Dataset entries
++++++++++++++++++++
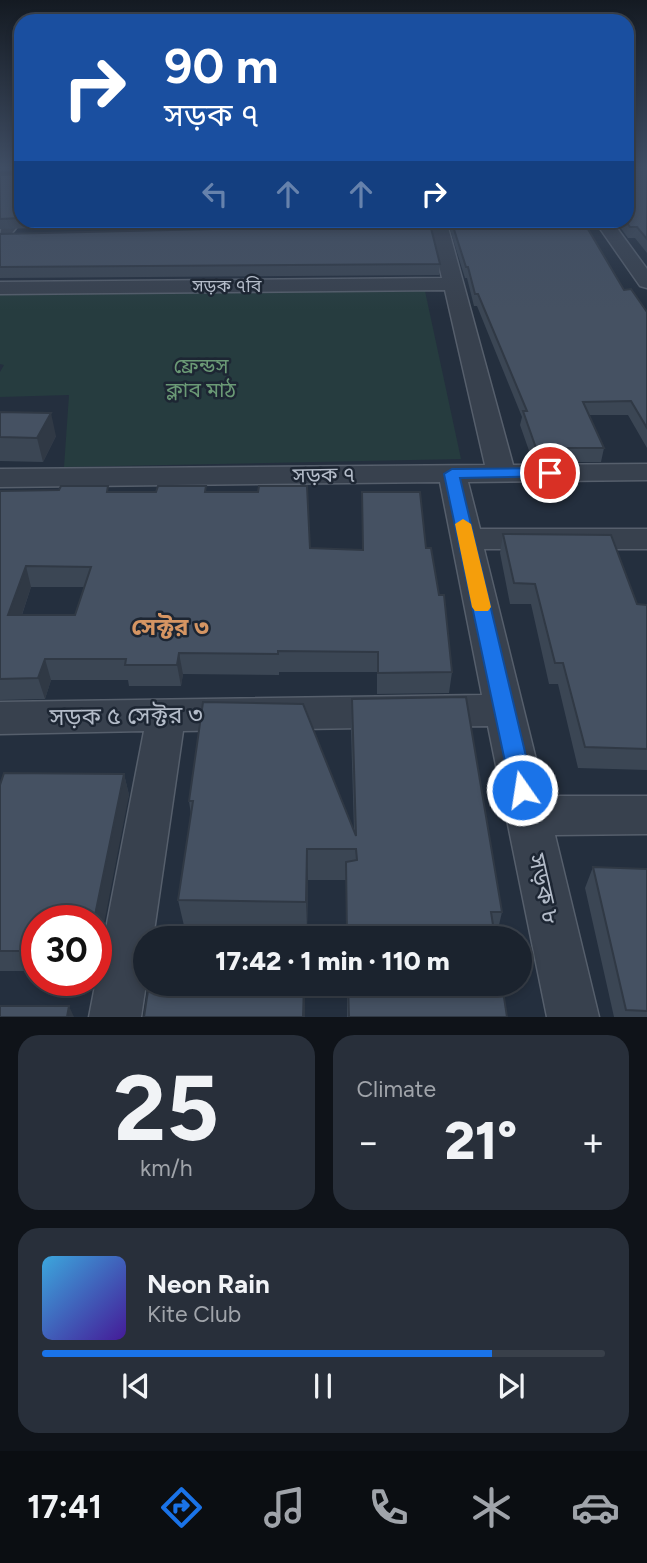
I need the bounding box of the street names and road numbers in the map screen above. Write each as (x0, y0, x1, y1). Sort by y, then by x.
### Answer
street label: সড়ক ৭বি (191, 275, 262, 297)
street label: সড়ক ৭ (291, 461, 356, 488)
street label: সড়ক ৫ সেক্টর ৩ (48, 700, 203, 731)
street label: সড়ক ৮ (522, 850, 567, 927)

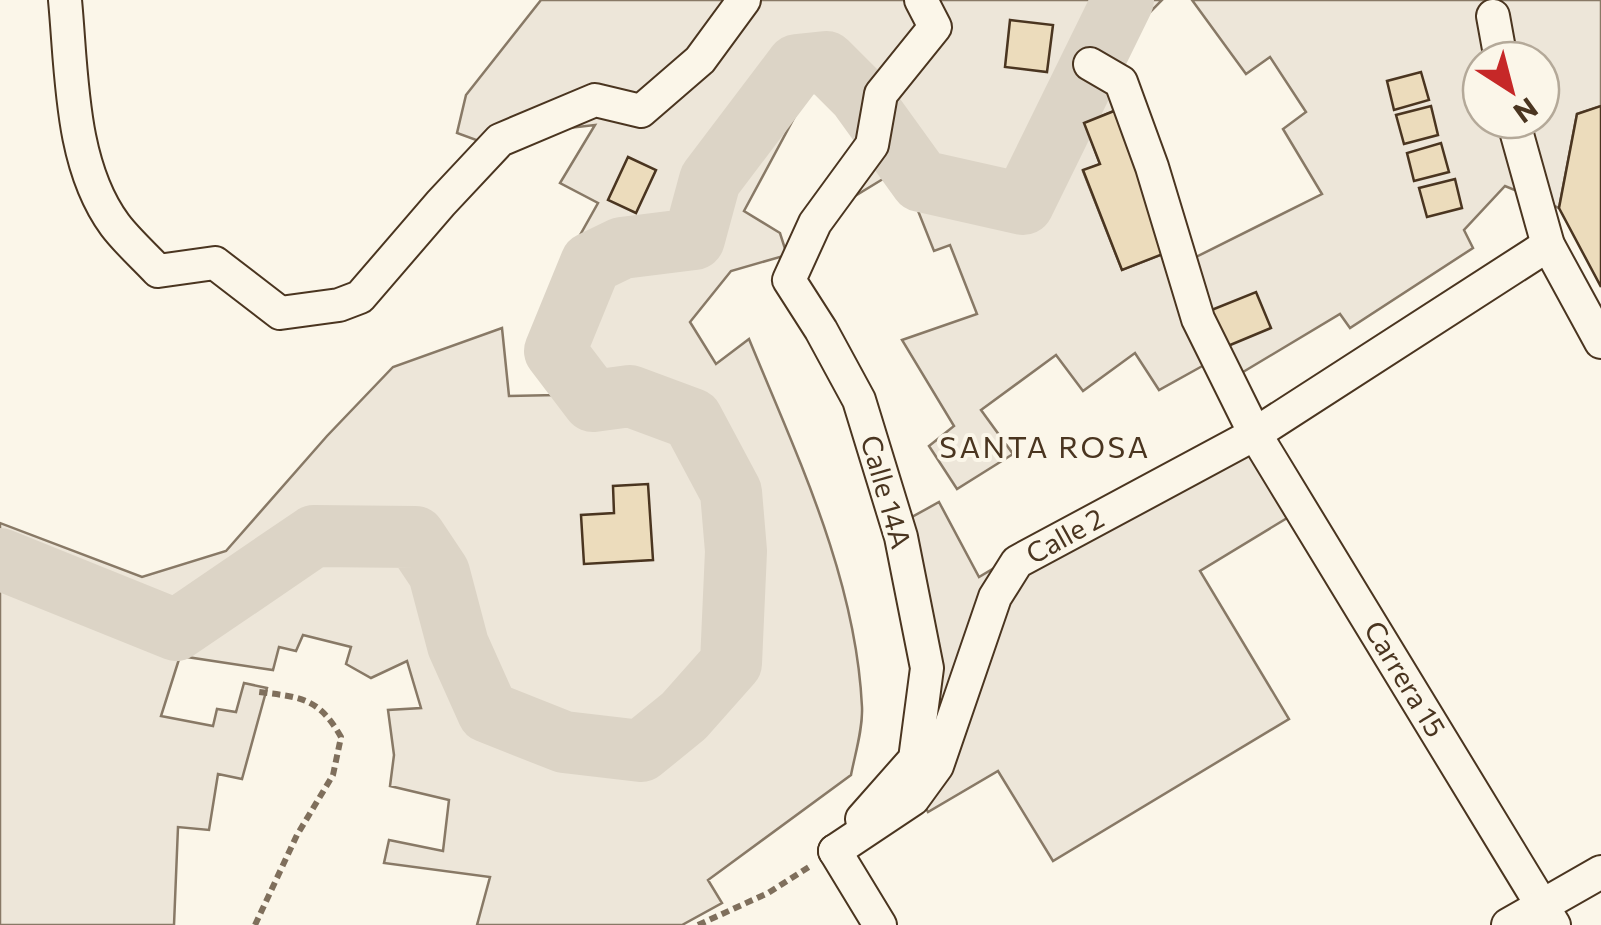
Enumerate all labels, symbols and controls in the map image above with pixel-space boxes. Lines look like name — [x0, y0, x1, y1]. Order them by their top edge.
north arrow — [1461, 40, 1561, 140]
text: N — [1508, 91, 1545, 131]
district label: SANTA ROSA — [939, 427, 1151, 464]
street label: Calle 14A — [855, 431, 919, 552]
street label: Calle 2 — [1020, 500, 1109, 570]
street label: Carrera 15 — [1358, 614, 1454, 743]

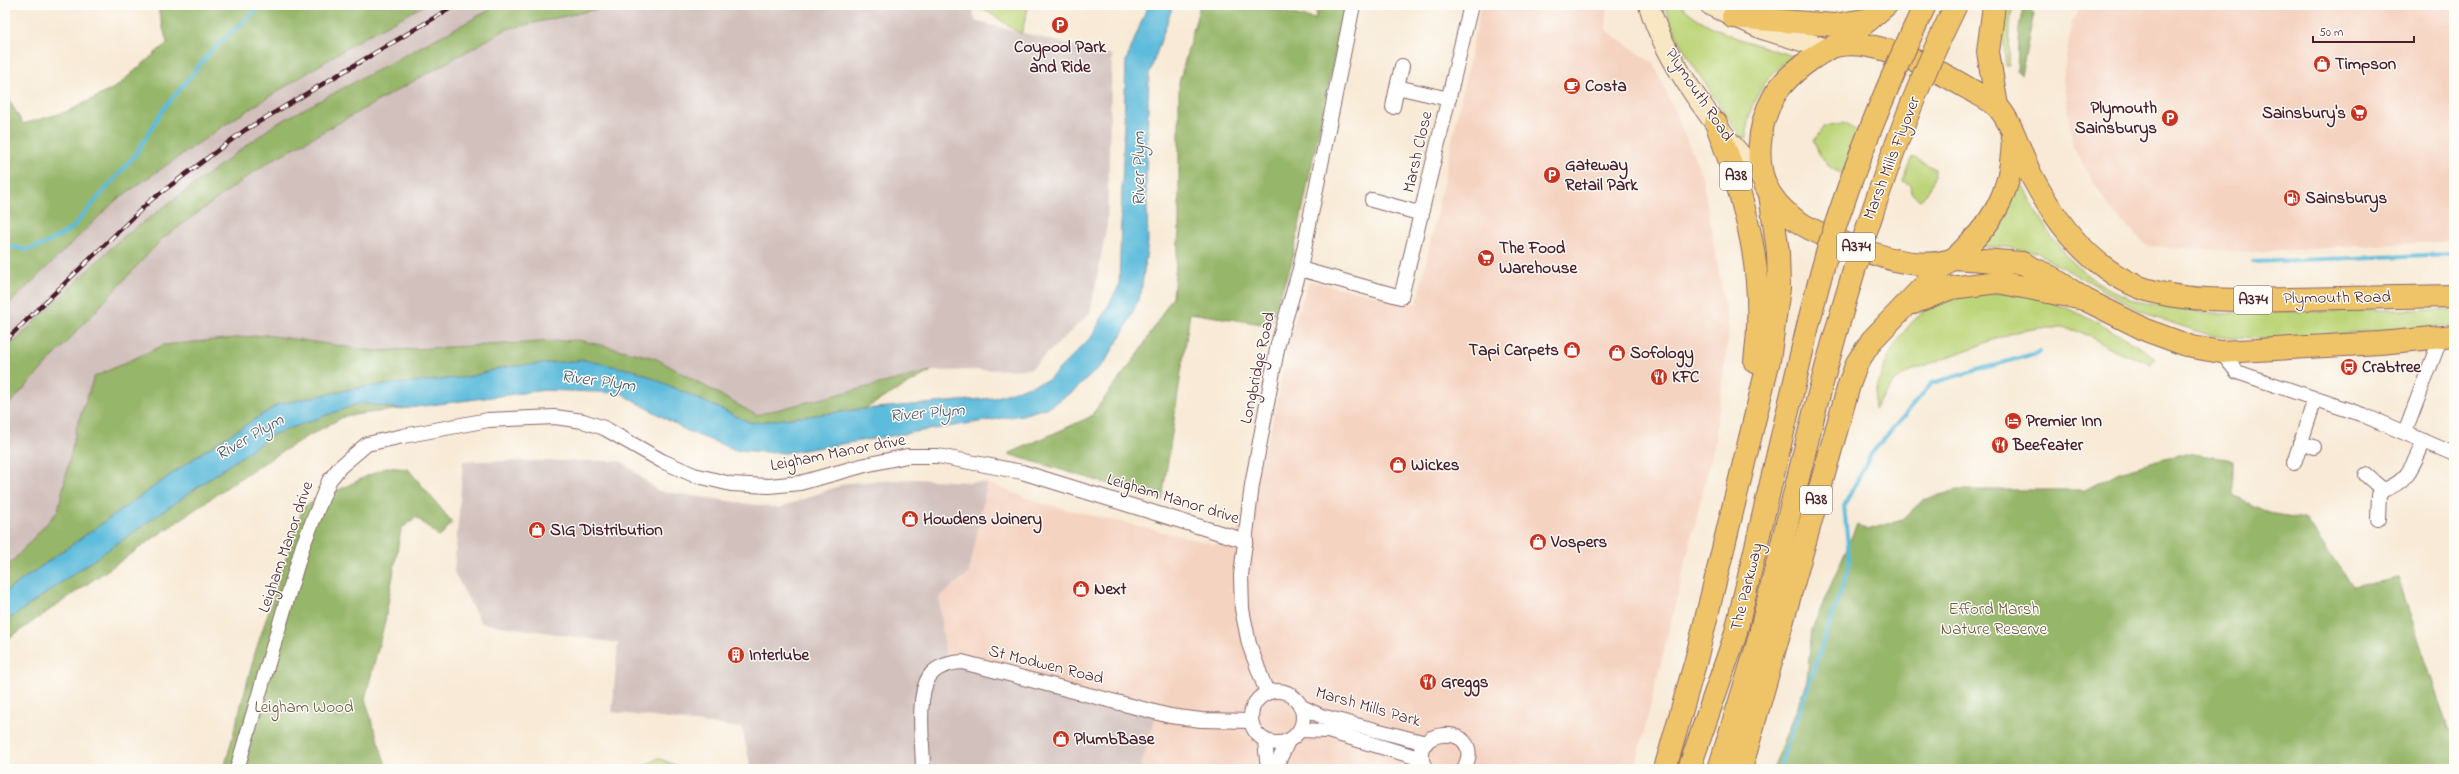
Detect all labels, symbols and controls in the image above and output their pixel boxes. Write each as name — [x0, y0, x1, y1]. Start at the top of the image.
parking icon: Coypool Park and Ride — [1050, 15, 1070, 35]
scale bar — [2313, 18, 2414, 44]
text: 50 m — [2319, 24, 2343, 42]
place label: Coypool Park and Ride — [1014, 35, 1106, 80]
street label: Plymouth Road — [1658, 43, 1740, 148]
place label: Timpson — [2335, 52, 2397, 77]
shop icon: Timpson — [2312, 54, 2332, 74]
place label: Costa — [1585, 74, 1627, 99]
cafe icon: Costa — [1562, 76, 1582, 96]
street label: Marsh Mills Flyover — [1857, 92, 1928, 224]
place label: Plymouth Sainsburys — [2075, 96, 2157, 143]
place label: Sainsbury's — [2262, 101, 2346, 128]
supermarket icon: Sainsbury's — [2349, 103, 2369, 123]
street label: Marsh Close — [1396, 108, 1440, 195]
parking icon: Plymouth Sainsburys — [2160, 108, 2180, 128]
water label: River Plym — [1127, 130, 1153, 207]
place label: Gateway Retail Park — [1565, 153, 1638, 198]
road number: A38 — [1720, 162, 1752, 190]
parking icon: Gateway Retail Park — [1542, 165, 1562, 185]
place label: Sainsburys — [2305, 186, 2388, 213]
fuel station icon: Sainsburys — [2282, 188, 2302, 208]
road number: A374 — [1837, 233, 1875, 261]
place label: The Food Warehouse — [1499, 236, 1578, 281]
supermarket icon: The Food Warehouse — [1476, 248, 1496, 268]
street label: Plymouth Road — [2283, 285, 2392, 312]
road number: A374 — [2234, 286, 2272, 314]
street label: Longbridge Road — [1234, 309, 1284, 427]
place label: Tapi Carpets — [1469, 338, 1559, 363]
shop icon: Tapi Carpets — [1562, 340, 1582, 360]
place label: Sofology — [1630, 341, 1694, 368]
shop icon: Sofology — [1607, 343, 1627, 363]
place label: Crabtree — [2362, 355, 2422, 380]
bus stop icon: Crabtree — [2339, 357, 2359, 377]
water label: River Plym — [559, 364, 638, 400]
place label: KFC — [1672, 365, 1700, 390]
restaurant icon: KFC — [1649, 367, 1669, 387]
water label: River Plym — [888, 398, 967, 430]
water label: River Plym — [211, 407, 290, 468]
place label: Premier Inn — [2026, 409, 2102, 434]
hotel icon: Premier Inn — [2003, 411, 2023, 431]
street label: Leigham Manor drive — [768, 428, 909, 480]
place label: Beefeater — [2012, 433, 2084, 458]
restaurant icon: Beefeater — [1990, 435, 2010, 455]
place label: Wickes — [1411, 453, 1460, 478]
shop icon: Wickes — [1388, 455, 1408, 475]
street label: Leigham Manor drive — [1103, 467, 1243, 533]
street label: Leigham Manor drive — [252, 478, 322, 617]
road number: A38 — [1800, 486, 1832, 514]
place label: Howdens Joinery — [923, 507, 1043, 534]
shop icon: Howdens Joinery — [900, 509, 920, 529]
place label: SIG Distribution — [550, 518, 663, 543]
shop icon: SIG Distribution — [527, 520, 547, 540]
place label: Vospers — [1550, 530, 1608, 555]
shop icon: Vospers — [1528, 532, 1548, 552]
street label: The Parkway — [1724, 540, 1771, 634]
place label: Next — [1094, 577, 1127, 602]
shop icon: Next — [1071, 579, 1091, 599]
park label: Efford Marsh Nature Reserve — [1941, 597, 2048, 642]
street label: St Modwen Road — [986, 639, 1107, 692]
place label: Interlube — [749, 643, 810, 668]
building icon: Interlube — [726, 645, 746, 665]
place label: Greggs — [1441, 670, 1489, 697]
restaurant icon: Greggs — [1418, 672, 1438, 692]
street label: Marsh Mills Park — [1312, 680, 1424, 734]
park label: Leigham Wood — [254, 695, 354, 722]
place label: PlumbBase — [1074, 727, 1156, 752]
shop icon: PlumbBase — [1051, 729, 1071, 749]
++++++++++++++++++++
### [Your goal]
Copy all lines above where "Joinery" is present.

### [Task answer]
place label: Howdens Joinery — [923, 507, 1043, 534]
shop icon: Howdens Joinery — [900, 509, 920, 529]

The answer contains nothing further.